Rice presents a dilemma. On one hand, its starchy grains support nearly half the world’s population.

On the other hand, rice production goes hand-in-hand with methane generation. Rice paddies generate 17 percent of the world’s methane, the second most important greenhouse gas, at 100 million tons per year.

Fine-Tuning Rice Genes

Studying the ecosystem of rice plants (the sunlight, soils, water, nutrients, microorganisms, and more) reveals its complexity: photosynthesis to create rice sugars, cycling of nutrients, sugar transport throughout the plant’s grain, stem, leaves and roots; release of chemicals into the soil. The transport of sugars throughout the plant’s rich, starchy rice grains and hardy leaves and stems is all for the good. The rice grains provide sustenance, and the leaves and stems are used as biofeedstocks.

It’s at the roots where the methane issues arise. The rice plant roots leak nutrients into their surroundings. The root’s leakage or exudates support microorganisms, some of which are methanogens, or generators of methane. More rice production means more methane…unless something could be changed at the root level.

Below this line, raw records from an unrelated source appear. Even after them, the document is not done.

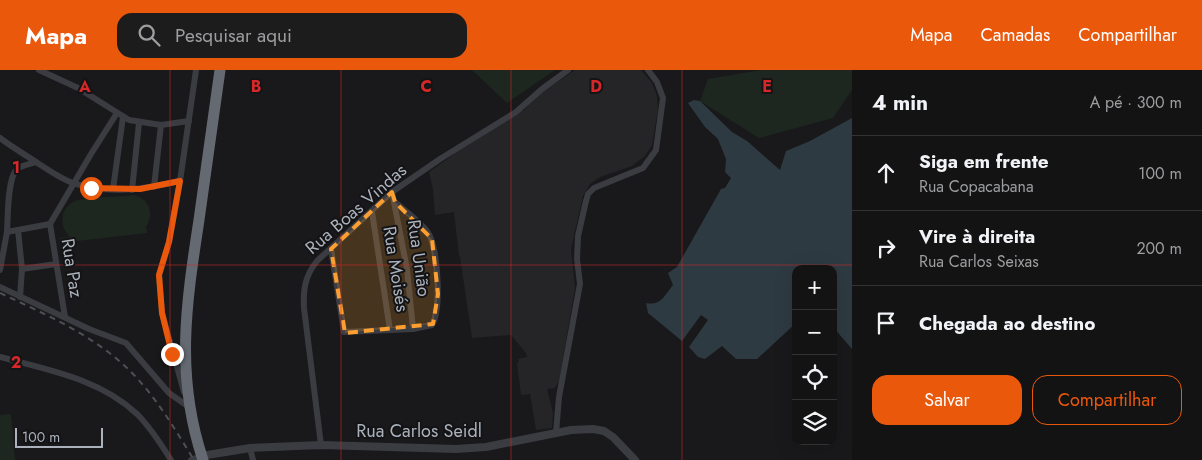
<!DOCTYPE html>
<html lang="pt">
<meta charset="utf-8">
<style>
:root{--surface:#131314;--page:#1c1c1d;--text:#f1f3f6;--muted:#9d9ea0;--line:#323234;--accent:#ea580c}
body{margin:0;font-family:Jost,sans-serif;background:var(--page);color:var(--text)}
.controls{position:absolute;right:15px;bottom:15px;display:grid;overflow:hidden;border-radius:10px;box-shadow:0 5px 20px #0002}
.controls button{width:45px;height:45px;display:grid;place-items:center;padding:0;border:0;border-bottom:1px solid var(--line);background:var(--surface);color:var(--text);font:25px sans-serif}
.scale{position:absolute;left:15px;bottom:12px;width:88px;box-sizing:border-box;padding-left:5px;border:2px solid #abb2bc;border-top:0;font-size:14px;line-height:18px;white-space:nowrap;color:#abb2bc;-webkit-text-stroke:4px #141416;paint-order:stroke}
.stop{position:absolute;width:15px;height:15px;margin:-11px;border:4px solid #ea580c;border-radius:50%;background:#fff}
.stop.end{background:#ea580c;border-color:#fff;box-shadow:0 1px 5px #0008}
.list{margin:0;padding:0;list-style:none}
h2{display:flex;justify-content:space-between;align-items:center;height:65px;margin:0;padding:0 20px;font-size:21px}
h2 small{font-size:16px;font-weight:400;color:var(--muted)}
.list li{display:grid;grid-template-columns:32px 1fr auto;gap:15px;align-items:center;box-sizing:border-box;height:75px;padding:0 20px;border-top:1px solid var(--line)}
.list b{display:block;font-size:19px;white-space:nowrap}
.list p{margin:0;font-size:16px;white-space:nowrap;color:var(--muted)}
.list em{font-size:16px;font-style:normal;color:var(--muted)}
.actions{display:flex;gap:10px;padding:15px 20px}
.actions a{flex:1;padding:11px 0;border:1px solid var(--accent);border-radius:15px;text-align:center;font-size:18px;color:var(--accent)}
.actions .main{background:var(--accent);color:#fff}
.icon{flex:none;width:28px;height:28px;fill:none;stroke:currentColor;stroke-width:2;stroke-linecap:round;stroke-linejoin:round}
.map{position:relative;flex:none;width:852px;height:390px;overflow:hidden}
header{display:flex;align-items:center;gap:30px;box-sizing:border-box;height:70px;padding:0 25px;background:var(--accent);color:#fff}
header strong{font-size:24px}
nav{display:flex;gap:28px;margin-inline-start:auto;font-size:18px}
.search{width:350px;height:45px;background:var(--page);display:flex;align-items:center;gap:12px;box-sizing:border-box;padding:0 18px;border-radius:15px;color:var(--muted);font-size:19px}
main{display:flex}
aside{flex:1;background:var(--surface)}
.map>svg:first-child{display:block}
.built{fill:#252528}
.green{fill:#1e271f}
.water{fill:#2e3a41}
.lines{fill:none;stroke-linecap:round;stroke-linejoin:round}
.minor{stroke:#3a3c41;stroke-width:6}
.tertiary{stroke:#3a3c41;stroke-width:8}
.rail{stroke:#4c5056;stroke-width:2;stroke-dasharray:6 5;stroke-linecap:butt}
.motorway-bridge{stroke:#656a72;stroke-width:11}
.route{stroke:#ea580c;stroke-width:6}
.marked{fill:#fd9f30;fill-opacity:0.2;stroke:#fd9f30;stroke-width:4;stroke-dasharray:10 6;stroke-linejoin:round}
.grid{fill:none;stroke:#d62828;stroke-width:1;stroke-opacity:0.55}
.labels{text-anchor:middle;stroke-width:4;stroke-linejoin:round;paint-order:stroke}
.street-label{font-size:18px;fill:#abb2bc;stroke:#141416}
.grid-label{font-size:16px;text-anchor:middle;font-weight:bold;fill:#d62828;stroke:#141416;stroke-width:4;stroke-linejoin:round;paint-order:stroke}
</style>
<header>
<strong>Mapa</strong>
<div class="search"><svg class="icon" aria-label="search" viewBox="0 0 24 24"><circle cx="10" cy="10" r="6"/><path d="M15 15l6 6"/></svg>Pesquisar aqui</div>
<nav><a>Mapa</a><a>Camadas</a><a>Compartilhar</a></nav>
</header>
<main>
<div class="map">
<svg width="852" height="390" viewBox="0 0 852 390">
<rect width="100%" height="100%" fill="#19191b"/>
<polygon class="built" points="575,0 641,0 652,13 657,26 658,40 652,75 645,86 632,96 600,107 590,114 583,126 571,179 575,218 559,311 555,318 547,319 553,343 552,358 536,360 530,324 521,325 517,293 519,292 518,289 527,287 526,283 511,265 472,268 460,187 459,186 454,142 435,145 433,119 429,102 457,82 524,40 538,25"/>
<g class="green">
<polygon points="472,0 555,0 507,33"/>
<polygon points="761,0 852,0 852,20 833,48 759,68 700,31 708,9"/>
<path d="M 134,125 C 150,129 155,145 145,158 L 147,159 L 147,163 L 60,173 L 60,168 L 70,167 C 64,161 61,154 63,145 C 64,139 69,134 75,131 C 87,127 119,127 134,125 Z"/>
<polygon points="11,344 15,390 0,390 0,345"/>
</g>
<path class="water" d="M 694,30 L 700,31 L 732,62 L 747,71 L 780,100 L 786,81 L 810,71 L 852,48 L 852,279 L 833,257 L 833,199 L 796,199 L 796,253 L 757,289 L 736,289 L 722,276 L 705,289 L 698,287 L 689,277 L 708,250 L 701,245 L 682,271 L 648,243 L 646,233 C 661,236 664,226 673,215 L 668,203 L 677,197 L 721,119 L 725,118 L 731,108 L 725,102 L 726,89 L 718,69 L 705,57 L 688,33 Z"/>
<g class="lines">
<g class="minor">
<polyline points="39,0 78,18 129,50 161,55 189,51"/>
<path d="M 0,68 C 13,78 26,85 39,94 C 50,101 61,109 73,113 C 107,125 146,119 180,111"/>
<polyline points="154,117 161,55"/>
<polyline points="113,119 123,47"/>
<polyline points="132,120 139,53"/>
<polyline points="392,122 407,199 413,259"/>
<polyline points="372,142 390,260"/>
<polyline points="50,154 91,84 117,43"/>
<polyline points="50,154 65,247"/>
<polyline points="18,160 22,199 20,227"/>
<path d="M 7,162 C 8,149 7,108 17,99 C 22,95 30,94 36,92"/>
<path d="M 331,179 L 344,262 L 413,259 L 432,255 C 442,239 438,175 427,161 C 418,150 405,141 395,132"/>
<polyline points="22,199 56,194"/>
<polyline points="0,200 7,162 50,154"/>
<polyline points="0,217 89,259 126,273 169,323 189,337"/>
<path d="M 0,287 C 48,300 100,309 137,344 C 150,357 161,374 171,390"/>
<polyline points="184,322 162,243 159,205 169,172 180,111 196,0"/>
<polyline points="556,363 559,327 580,214 577,189 578,166 586,131 588,124 594,118 643,98 656,80 663,28 657,12 648,0"/>
<path d="M 321,375 L 304,238 C 303,219 305,206 317,191 L 392,122 L 440,89 L 516,42 L 542,19 L 568,0"/>
<polyline points="250,378 253,390"/>
<polyline points="191,390 201,386"/>
</g>
<polyline class="tertiary" points="201,386 250,378 321,375 456,379 486,377 571,360 593,359 604,361 613,367 635,390"/>
<path class="rail" d="M 0,223 C 47,245 98,267 134,305 C 158,330 176,361 194,390"/>
<path class="motorway-bridge" d="M 203,390 C 175,306 186,235 199,150 C 206,100 213,50 220,0"/>
</g>
<g class="lines">
<polyline class="route" points="91,118 140,119 180,111 169,172 159,205 162,243 172,284"/>
</g>
<path class="marked" d="M 392,122 L 395,132 L 432,169 L 438,224 L 433,254 L 345,263 L 331,179 Z"/>
<path class="grid" d="M 170,0 L 170,390M 341,0 L 341,390M 511,0 L 511,390M 682,0 L 682,390M 0,195 L 852,195"/>
<g class="labels">
<g class="street-label">
<text transform="translate(356 139) rotate(-41)" y="6">Rua Boas Vindas</text>
<text transform="translate(419 188) rotate(82)" y="6">Rua União</text>
<text transform="translate(72 198) rotate(81)" y="6">Rua Paz</text>
<text transform="translate(396 199) rotate(81)" y="6">Rua Moisés</text>
<text x="419" y="367">Rua Carlos Seidl</text>
</g>
</g>
<g class="grid-label">
<text x="85" y="22">A</text>
<text x="256" y="22">B</text>
<text x="426" y="22">C</text>
<text x="596" y="22">D</text>
<text x="767" y="22">E</text>
<text x="16" y="103">1</text>
<text x="16" y="298">2</text>
</g>
</svg>
<div class="controls">
<button>+</button>
<button>−</button>
<button><svg class="icon" aria-label="locate" viewBox="0 0 24 24"><circle cx="12" cy="12" r="6"/><path d="M12 2v4M12 18v4M2 12h4M18 12h4"/></svg></button>
<button><svg class="icon" aria-label="layers" viewBox="0 0 24 24"><path d="M12 4l9 5-9 5-9-5zM3 14l9 5 9-5"/></svg></button>
</div>
<div class="scale">100 m</div>
<div class="stop" style="left:91px;top:118px"></div>
<div class="stop end" style="left:172px;top:284px"></div>
</div>
<aside>
<h2>4 min<small>A pé · 300 m</small></h2>
<ul class="list">
<li><svg class="icon" aria-label="ahead" viewBox="0 0 24 24"><path d="M12 20V5M6 11l6-6 6 6"/></svg><div><b>Siga em frente</b><p>Rua Copacabana</p></div><em>100 m</em></li>
<li><svg class="icon" aria-label="right" viewBox="0 0 24 24"><path d="M7 20v-9h11M14 6l5 5-5 5"/></svg><div><b>Vire à direita</b><p>Rua Carlos Seixas</p></div><em>200 m</em></li>
<li><svg class="icon" aria-label="arrive" viewBox="0 0 24 24"><path d="M6 21V4h12l-3 4 3 4H6"/></svg><div><b>Chegada ao destino</b></div></li>
</ul>
<div class="actions"><a class="main">Salvar</a><a>Compartilhar</a></div>
</aside>
</main>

Looking Deep Into The Cells For An Answer

Christer Janssen and his fellow researchers found that certain proteins called transcription factors could bind to plant genes and turn them on or off. Researchers realized if they could isolate the transcription factors that controlled the genes for transporting rice sugars, they could manipulate where transcription factors were produced and carbon stored. For rice, that would affect where sugars were stored in the rice plant. Perhaps reducing the amount of sugar accumulating in the rice plant roots would reduce the nutrient leakage into the soil.

Finding the right transcription factor to solve the methane-emission problem was not an easy feat. Using a highstarch- producing barley, researchers focused on the most active genes in the grains. Once these were isolated, the search began for the right transcription factors. Investigators found SUSIBA2 (SUgar Signaling in BArley 2) to be a “master regulator” factor that could control several genes.

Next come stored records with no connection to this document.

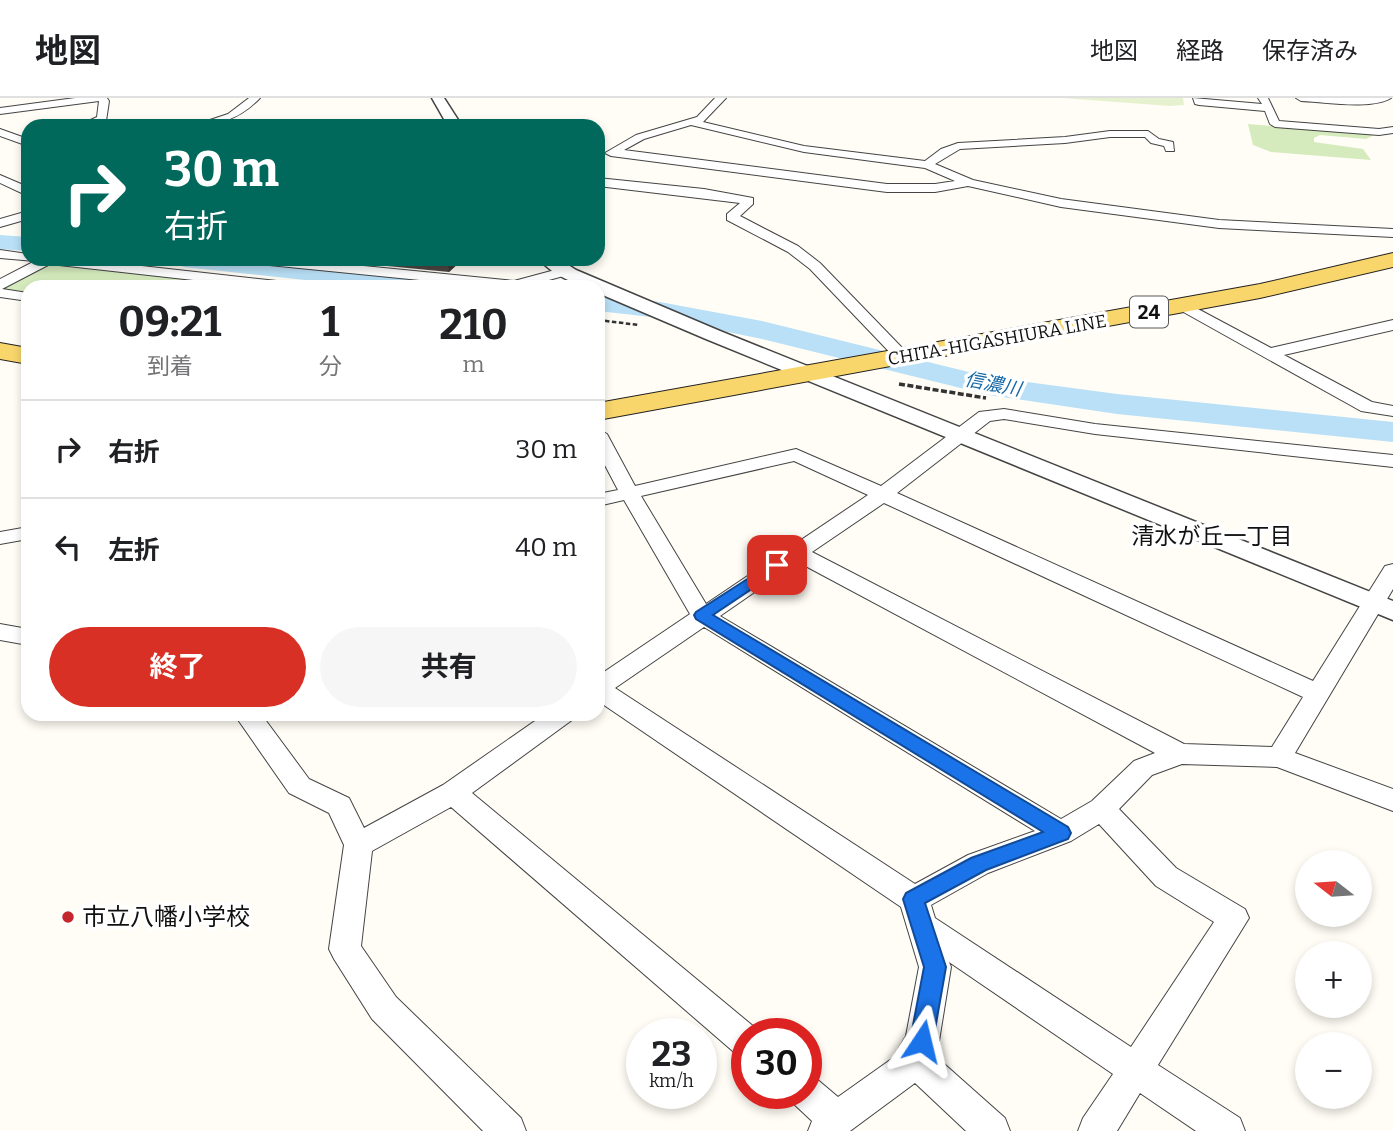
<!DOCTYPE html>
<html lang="ja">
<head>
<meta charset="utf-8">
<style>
	body { margin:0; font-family:Bitter,"Noto Sans JP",serif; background:#f6f6f6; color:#202124; height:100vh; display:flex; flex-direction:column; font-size:26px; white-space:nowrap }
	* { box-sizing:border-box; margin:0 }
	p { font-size:23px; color:#757577 }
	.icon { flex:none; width:38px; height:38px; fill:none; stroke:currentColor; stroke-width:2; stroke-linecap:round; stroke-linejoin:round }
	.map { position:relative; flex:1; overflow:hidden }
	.side { position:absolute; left:21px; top:182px; width:584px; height:441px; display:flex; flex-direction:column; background:#fff; border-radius:21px; box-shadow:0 4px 10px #0003 }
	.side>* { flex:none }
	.top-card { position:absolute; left:21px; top:21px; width:584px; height:147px; border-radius:21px; box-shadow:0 4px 10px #0003; background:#00695c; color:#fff; overflow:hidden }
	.needle { width:46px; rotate:287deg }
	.buttons { position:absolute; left:1295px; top:752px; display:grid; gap:14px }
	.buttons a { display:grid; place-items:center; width:77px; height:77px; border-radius:50%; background:#fff; box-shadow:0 4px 10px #0003; font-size:35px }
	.speed { position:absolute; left:626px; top:920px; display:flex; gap:14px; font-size:35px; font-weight:700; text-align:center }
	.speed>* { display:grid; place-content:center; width:91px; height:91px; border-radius:50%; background:#fff; box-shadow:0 4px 10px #0003; line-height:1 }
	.speed small { font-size:18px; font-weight:400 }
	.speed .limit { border:10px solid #d22; background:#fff; color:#111 }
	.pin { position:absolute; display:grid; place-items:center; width:60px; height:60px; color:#fff; margin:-30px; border-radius:14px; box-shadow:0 4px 10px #0006 }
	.me { position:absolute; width:77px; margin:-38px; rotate:10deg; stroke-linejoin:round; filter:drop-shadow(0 0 5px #0008) }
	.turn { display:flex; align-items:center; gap:24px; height:147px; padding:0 28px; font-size:32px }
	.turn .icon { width:91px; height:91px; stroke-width:2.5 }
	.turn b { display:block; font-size:49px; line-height:60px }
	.eta { display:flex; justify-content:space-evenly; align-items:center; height:119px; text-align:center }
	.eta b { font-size:42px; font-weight:700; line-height:49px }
	.button { display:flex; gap:14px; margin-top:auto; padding:14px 28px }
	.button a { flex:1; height:80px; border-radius:42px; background:#d93025; color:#fff; font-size:28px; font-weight:700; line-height:80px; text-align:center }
	.button a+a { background:#f6f6f6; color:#202124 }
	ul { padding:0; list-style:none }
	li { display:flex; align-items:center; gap:21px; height:98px; padding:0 28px; border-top:2px solid #e0e0e0 }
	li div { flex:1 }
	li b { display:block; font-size:26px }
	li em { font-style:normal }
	header { display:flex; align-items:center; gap:42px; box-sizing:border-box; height:98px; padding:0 35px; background:#fff; border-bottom:2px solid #e0e0e0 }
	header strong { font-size:33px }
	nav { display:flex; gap:38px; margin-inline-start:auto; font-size:24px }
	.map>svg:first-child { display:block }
</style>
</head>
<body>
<header>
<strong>地図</strong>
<nav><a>地図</a><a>経路</a><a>保存済み</a></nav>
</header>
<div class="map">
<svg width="1393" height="1033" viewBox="0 0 1393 1033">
	<rect width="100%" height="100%" fill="#fffdf5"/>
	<path fill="#d5ebbd" d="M1248,26l128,10 -10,5 -46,-4 -6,3v4l49,7 8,11 -100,-8 -18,-7z
		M46,166l145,16 -10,7h-153v6l-28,-4z"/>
	<path fill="#e6f2cf" d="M1062,0h121l1,7 -14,1z"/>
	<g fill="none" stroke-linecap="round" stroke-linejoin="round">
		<path fill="#b9e0f7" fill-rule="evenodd" d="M0,137l28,2v14l-28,-2z
			M171,161h86l189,20 10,2 3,6h-88l-187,-20 -9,-3z
			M598,197l62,7 102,19 227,56 128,17 276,28v20l-276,-28 -128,-19 -227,-56 -102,-21 -62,-7z"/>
		<g stroke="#444" stroke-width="2">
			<path id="minor" d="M75,0h32l2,3 -3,20 -13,5h-15l19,-9 2,-16 -99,13v-6z
				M249,0h11c-19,20 -41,28 -68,28l36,-12z
				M715,0h11l-23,24 101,24 121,15 16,-12 17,-6 107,-6 45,-6h38l11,8 14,3 1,9h-8l-2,-5 -13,-3 -6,-6h-35l-45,6 -105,6 -25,15 38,16 88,19 158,21 174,9v8l-174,-9 -158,-21 -93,-21 -33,6h-48l-276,-36 -6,-3 31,-18 61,-18zM691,27l113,27 121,16 30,13 -20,3h-48l-263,-34 20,-11z
				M1193,0l69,6 -4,-6h10l11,23 100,8 14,-2v6l-14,2 -104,-8 -5,-3 -5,-13 -66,-6 -4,-1z
				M1296,0h95c-19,12 -67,4 -90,3z
				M0,31l28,10v7l-28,-10z
				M0,77l28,12v9l-28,-13z
				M598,80l106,11 49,9v6l-13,12 58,30 22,17 91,94 -2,3h-12l-87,-91 -22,-17 -61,-32v-6l13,-11 -142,-17z
				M28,113v8l-28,8v-8z
				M0,152l28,4v5h51l216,24 7,4h-46l-206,-23 -48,25 26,4v8l-28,-4v-18l35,-18 -35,-3z
				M243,161h50l221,22 52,-14 7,4 -2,3 -48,13h-33l-240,-24z
				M1183,203l88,47 122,-28v10l-109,25 88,47 21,4v10l-32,-5 -183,-102 -3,-3z
				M1004,311l91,15 298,31v12l-298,-33 -91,-15 -14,2 -93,72 416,188 72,-115 8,-2v25l-98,164 98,36v22l-116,-44 -95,-3 -30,11 -33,34 57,59 69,41 4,9 -91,147 82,53 5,13h-49l-56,-38 -23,38h-39l5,-13 30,-44 -164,-112 2,5 -12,74 -6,13 72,64 5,13h-44l-51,-48 -65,48h-42l4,-10 -17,-16 -5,-11h17v-18l12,5 19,16 55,-39 13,-22 13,-69 -18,-60 -303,-206v-25l92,-62 -66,-114 -26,6v-12l20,-4 -20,-38v-23l9,5 28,52 161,-37 85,37 98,-74zM794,363l74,34 -162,109 -65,-108zM884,405l419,194 -31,50 -88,-3 -372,-192zM798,464l357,191 -21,8 -42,40 -31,18 -341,-203zM704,529l331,204 -67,24 -53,29 -300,-196zM1099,726l57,62 58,36 -83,125 -196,-129 -4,-13 57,-32 83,-32z
				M28,429v12l-28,5v-12z
				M0,526l28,5v16l-28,-5z
				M234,616h27l48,65 40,19 15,30 79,-43 102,-71h31l-4,6 -100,73 287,238 1,3h-13v24l-12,-5 -284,-246 -79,44 -11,95 35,51 125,121 5,13h-43l-111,-112 -38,-60 -5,-10 15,-104 -15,-32 -40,-20z"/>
		</g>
		<g stroke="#444" stroke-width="3">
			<path id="tertiary" d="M432,0h12l18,28h-14z
				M539,161h20l17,11 144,61 673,270v19l-687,-281 -108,-46v-6c-21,0 -45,-12 -59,-28z"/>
		</g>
		<g stroke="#222" stroke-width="2">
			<path id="primary" d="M1393,155v14l-133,31 -662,122v-17l662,-119z
				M0,245l28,5v16l-28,-5z"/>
		</g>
		<path stroke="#333" stroke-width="2.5" stroke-dasharray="4.5 2.5" stroke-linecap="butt" d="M598,222l41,5"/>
		<path stroke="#333" stroke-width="3.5" stroke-dasharray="6 2.5" stroke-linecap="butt" d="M899,286l87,14"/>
		<use href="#minor" fill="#fff" fill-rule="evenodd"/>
		<use href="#tertiary" fill="#fff" fill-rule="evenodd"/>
		<use href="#primary" fill="#f9d66b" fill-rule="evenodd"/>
	</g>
	<path fill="#4d4742" d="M315,161h148l-14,13z"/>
	<path fill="#3f3936" d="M447,161h16l-14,13z"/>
	<path fill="#1a73e8" stroke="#114b97" stroke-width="2" d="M777,462l6,2 2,3 -2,3 -70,47 355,212 3,6 -3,6 -82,31 -61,33 21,64 -13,74 -3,8 -8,3 -9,-3 -3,-8 14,-74 -21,-68 3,-6 65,-35 72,-26 -347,-213 -2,-4 2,-3z"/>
	<circle fill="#c4262e" stroke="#fff" stroke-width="2.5" cx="68" cy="819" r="7"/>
	<g text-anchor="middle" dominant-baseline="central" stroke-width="7" stroke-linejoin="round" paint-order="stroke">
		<g font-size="18" fill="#111" stroke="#fff">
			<text transform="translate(997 242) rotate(-10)">CHITA-HIGASHIURA LINE</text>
		</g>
		<rect fill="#fff" stroke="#585858" stroke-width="2" x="1130" y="198.5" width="38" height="31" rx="5"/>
		<g font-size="19" font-weight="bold" fill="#111">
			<text x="1149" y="214">24</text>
		</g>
		<g font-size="19" font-style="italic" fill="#1768a6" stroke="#fff">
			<text transform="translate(993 286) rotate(11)">信濃川</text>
		</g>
		<g font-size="23" fill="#111" stroke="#fff">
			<text x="1212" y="438">清水が丘一丁目</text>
		</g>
		<g font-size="24" fill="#111" stroke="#fff" text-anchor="start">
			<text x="82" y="819">市立八幡小学校</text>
		</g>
	</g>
</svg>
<div class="buttons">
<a><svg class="needle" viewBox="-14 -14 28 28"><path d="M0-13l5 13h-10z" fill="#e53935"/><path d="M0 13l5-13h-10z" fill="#757577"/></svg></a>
<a>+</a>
<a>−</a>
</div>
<div class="speed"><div>23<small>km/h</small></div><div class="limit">30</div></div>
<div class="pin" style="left:777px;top:467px;background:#d93025"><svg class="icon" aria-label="arrive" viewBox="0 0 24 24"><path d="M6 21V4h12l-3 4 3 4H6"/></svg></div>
<svg class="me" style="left:922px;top:943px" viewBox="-20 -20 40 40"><path d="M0-17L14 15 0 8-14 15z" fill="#1a73e8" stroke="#fff" stroke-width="4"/></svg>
<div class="top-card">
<div class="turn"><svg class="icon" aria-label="right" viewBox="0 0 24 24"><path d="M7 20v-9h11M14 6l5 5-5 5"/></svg><div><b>30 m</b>右折</div></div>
</div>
<section class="side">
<div class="eta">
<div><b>09:21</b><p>到着</p></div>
<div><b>1</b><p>分</p></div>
<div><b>210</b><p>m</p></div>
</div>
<ul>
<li><svg class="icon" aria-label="right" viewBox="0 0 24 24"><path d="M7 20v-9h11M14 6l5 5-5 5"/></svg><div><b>右折</b></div><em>30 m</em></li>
<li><svg class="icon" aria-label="left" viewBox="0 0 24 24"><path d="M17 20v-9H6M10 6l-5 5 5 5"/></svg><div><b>左折</b></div><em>40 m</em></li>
</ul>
<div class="button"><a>終了</a><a>共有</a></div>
</section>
</div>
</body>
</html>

If introduced into a rice strain, could SUSIBA2 reduce the sugars going to the roots, “starving” the roots and thereby reducing methane-supporting nutrient leakage from the roots? Would diverting the carbon from the roots enable more food energy to be used for grains, stems and leaves? Results from a recently completed three-year field test have confirmed that SUSIBA2 bearing rice did virtually eliminate methane emissions, while increasing crop yields. Success is at hand.

Research continues; however, including investigating the potential effects of changing the methane-generating populations in the soil.


Extension Questions

  • Why is methane called a “greenhouse” gas? What chemical reactions does it undergo in global warming?
  • What is microbial ecology? How does it help us understand more about relationships among microorganisms?
  • Methane-producing microorganisms are called methanogenic archaea. How are archaea different from bacteria?